Red fox in Mont-Tremblant
This fox was trotting down the road on a sunny morning in the Mont-Tremblant National Park in early July. She stayed ahead of me when I pulled over and then crossed into the forest. I watched it through the trees and was able to catch a nice look when she stood in a pool of sunlight. A little further along she came back onto the road again for a minute.
A fox trotting through the Bow Valley
In April, I crossed paths with a red fox near the Johnston Canyon campground. She was running at a steady clip along the Bow Valley Parkway towards me. I photographed her on the road and as she turned down towards the overflow parking lot and along the not then melted snow piles.
The fox stayed focus on wherever she was heading and only broke her pace while she crossed the snow. There seemed to have been a few things that drew her attention momentarily. It was less than ten minutes from when I saw her until she disappeared down a trail towards the river and possibly a bridge to cross it.
Afield with a fox on the hunt
(Click on the image to open a larger version)
I found this Red fox last weekend in Langdon, Alberta. She was hunting mice in a farm field. alongside the highway. A couple of times she came relatively close to the fence. I really liked this image from one of these nearby encounters. I’m heading there this afternoon to see if I can find her, or one of the three Snowy owls I saw last Sunday, again.
Fox kits at play on the prairies
The family of foxes I had the opportunity to photograph last week were an energetic bunch. Well, the kits were – I didn’t see the adults at any point during the couple of hours I watched them. Neighbours of the human type indicated that the adult pair raise a brood here every year.
However, the siblings all seemed to smoothly shift between play, tricks, sleep and just watching throughout the time I watched them. Just as you would expect for young foxes in training.

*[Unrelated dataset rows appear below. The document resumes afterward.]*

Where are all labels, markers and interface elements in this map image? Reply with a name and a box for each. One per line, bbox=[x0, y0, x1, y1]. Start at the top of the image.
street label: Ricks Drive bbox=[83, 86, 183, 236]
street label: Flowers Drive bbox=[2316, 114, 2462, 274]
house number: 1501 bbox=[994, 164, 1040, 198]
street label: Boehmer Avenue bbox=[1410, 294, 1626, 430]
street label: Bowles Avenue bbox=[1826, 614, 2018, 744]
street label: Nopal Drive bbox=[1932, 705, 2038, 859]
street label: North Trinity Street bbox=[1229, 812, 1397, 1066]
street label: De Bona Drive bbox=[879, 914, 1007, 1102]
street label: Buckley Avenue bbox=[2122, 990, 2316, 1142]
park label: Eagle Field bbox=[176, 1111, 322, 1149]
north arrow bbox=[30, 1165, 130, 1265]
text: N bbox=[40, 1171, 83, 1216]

I was struck by their similarity to my own canines at home – particularly our one year old labradoodle (frenetic, smart and above all else playful) but still decidedly foxy!
Fox watching
I have wanted to photograph Red fox kits for a long time and with a friendly tip from a fellow photographer (thank you Mike!), was able to find this beautiful family last Wednesday evening. The photograph above is of two of the five, or possibly six, young foxes as they watched a couple of their siblings playing off to the right. The sun slid in and out of the clouds early on and fought through some haze along the way so it was a great evening for lighting. On this particularly bright moment, I liked the contrast of the dreamy, abstract look of the field with the alert stares and sharp backlit outline of the foxes.
Foxy runner
I found this Red fox sprinting away from a farm west of Springbank, Alberta. A dog was just giving up the chase when I caught sight of the fox running at full speed in the ditch. By the time it passed me it was out of pursuit and was cantering along.
Run Fox Run
On the weekend I was out early combing the prairies west of Cochrane, Alberta for wildlife. The clouds were heavy from rain overnight and had only started to thin out at dawn. I was driving northward along a hillside gravel road when I saw a couple of ravens explode out of a tree on the edge of the ditch just ahead of me. Watching them fly in haphazard circles it seemed something had stirred them up. In a break between a few of the trees, I caught a flash of something racing through the field away from the birds. I was going 40 km/h when I looked at the speedometer and this creature was pulling away from me. I sped up and realized I was alongside a Red Fox. It was about a 100 metres from the fence dividing the field and was absolutely flying.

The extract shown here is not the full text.